How to complete this task: Go through the lines below and tally those containing the string "image". Respond with the number only.

Supplied data:
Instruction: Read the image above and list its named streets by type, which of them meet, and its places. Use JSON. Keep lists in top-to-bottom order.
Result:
==
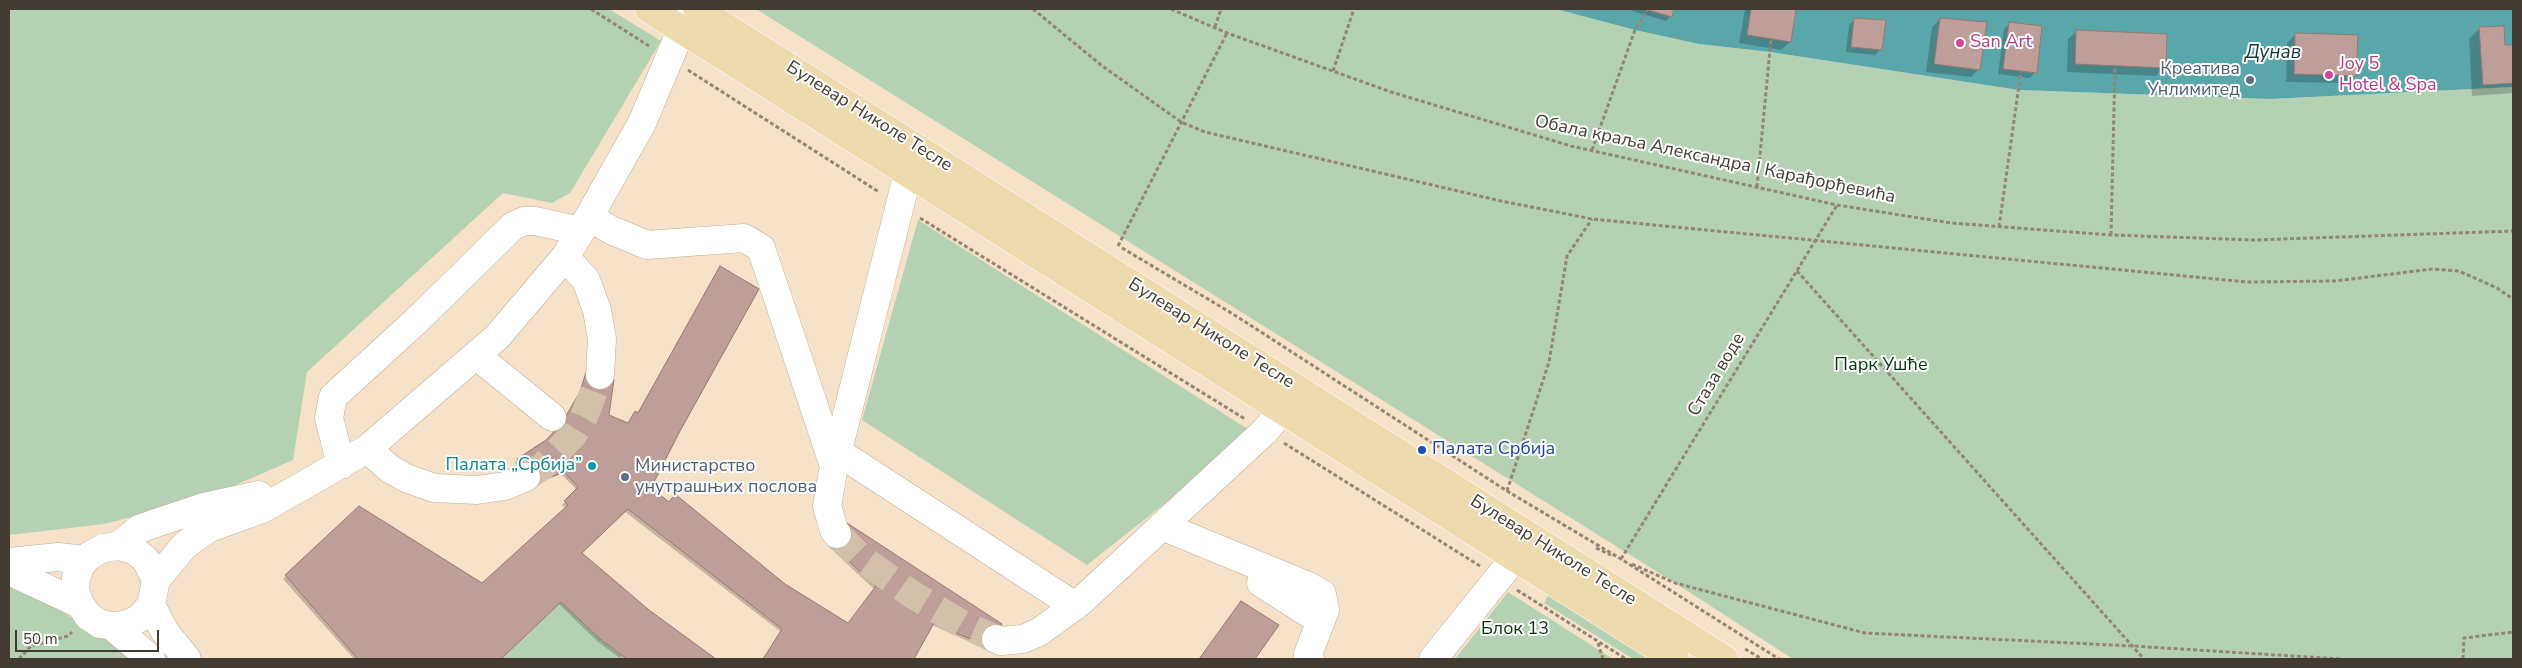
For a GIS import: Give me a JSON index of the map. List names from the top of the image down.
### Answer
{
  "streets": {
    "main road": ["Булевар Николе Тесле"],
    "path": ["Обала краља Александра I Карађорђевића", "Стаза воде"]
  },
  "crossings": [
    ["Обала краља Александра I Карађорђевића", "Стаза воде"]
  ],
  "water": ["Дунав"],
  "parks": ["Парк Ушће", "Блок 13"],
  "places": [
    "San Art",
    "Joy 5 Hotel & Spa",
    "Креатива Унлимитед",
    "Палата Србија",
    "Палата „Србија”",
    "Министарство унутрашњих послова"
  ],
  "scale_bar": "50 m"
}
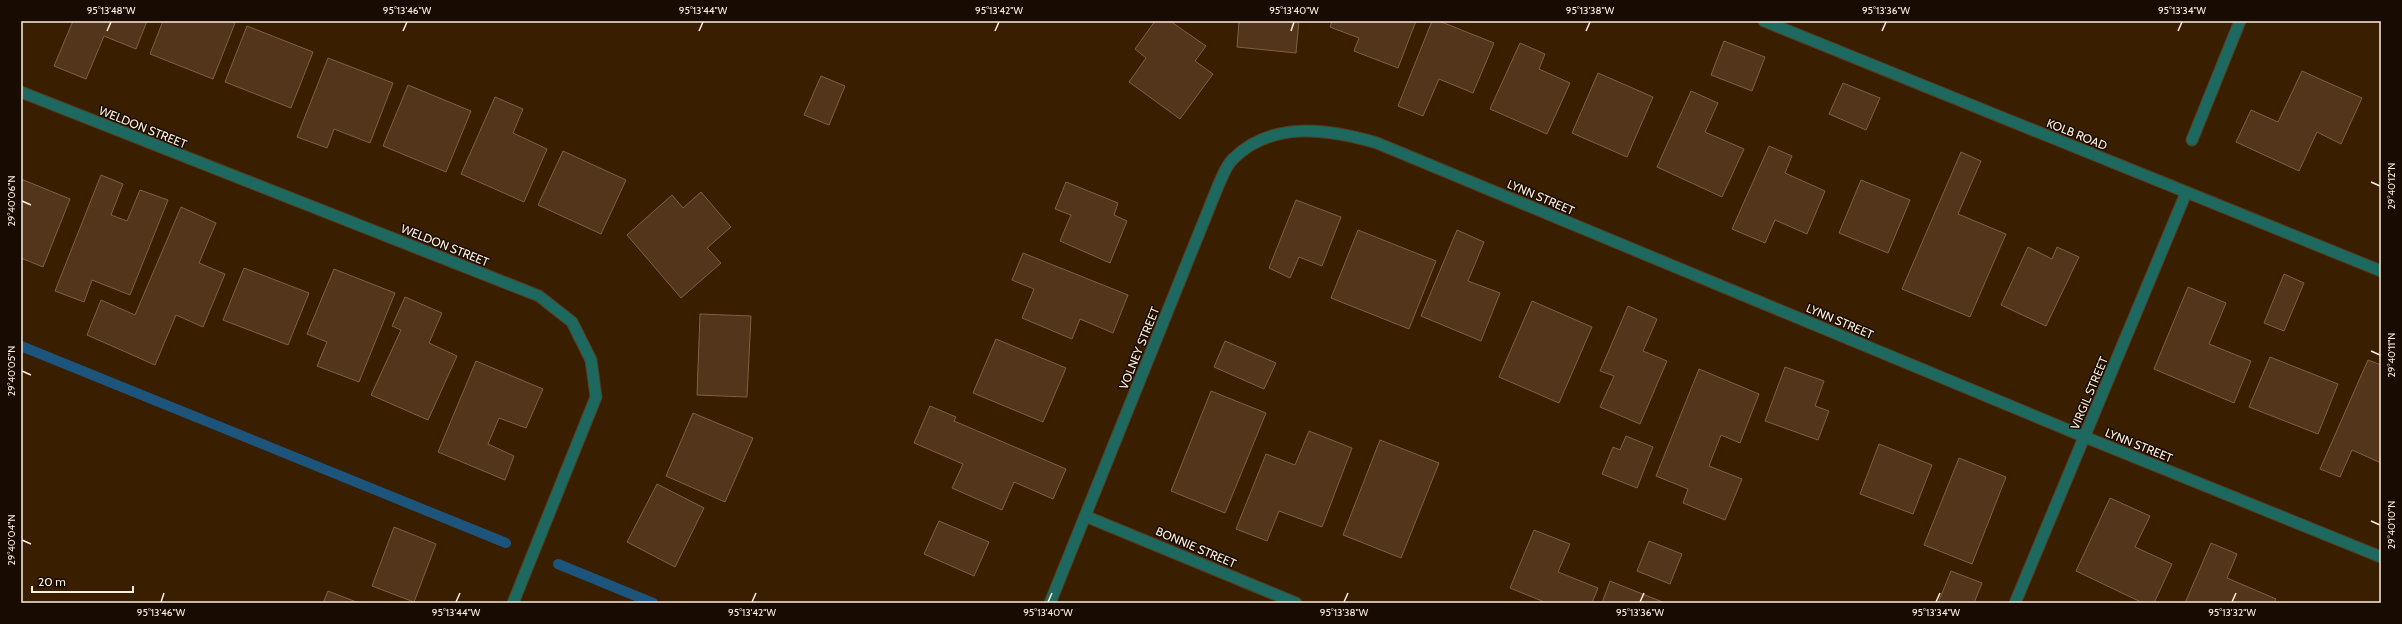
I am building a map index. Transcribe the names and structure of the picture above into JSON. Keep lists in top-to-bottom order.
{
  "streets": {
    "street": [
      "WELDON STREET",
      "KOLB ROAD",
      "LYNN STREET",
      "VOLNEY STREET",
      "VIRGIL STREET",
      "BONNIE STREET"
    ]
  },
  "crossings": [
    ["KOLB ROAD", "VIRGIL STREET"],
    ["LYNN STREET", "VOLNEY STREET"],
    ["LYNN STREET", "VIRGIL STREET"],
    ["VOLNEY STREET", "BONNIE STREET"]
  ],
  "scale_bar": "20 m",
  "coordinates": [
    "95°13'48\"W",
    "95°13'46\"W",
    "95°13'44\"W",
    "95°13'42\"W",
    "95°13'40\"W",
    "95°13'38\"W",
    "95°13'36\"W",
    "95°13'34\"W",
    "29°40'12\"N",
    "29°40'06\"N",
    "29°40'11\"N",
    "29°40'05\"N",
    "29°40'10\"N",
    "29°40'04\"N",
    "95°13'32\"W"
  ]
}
---
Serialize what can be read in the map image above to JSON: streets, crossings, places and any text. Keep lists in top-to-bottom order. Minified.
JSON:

Exercise response: 3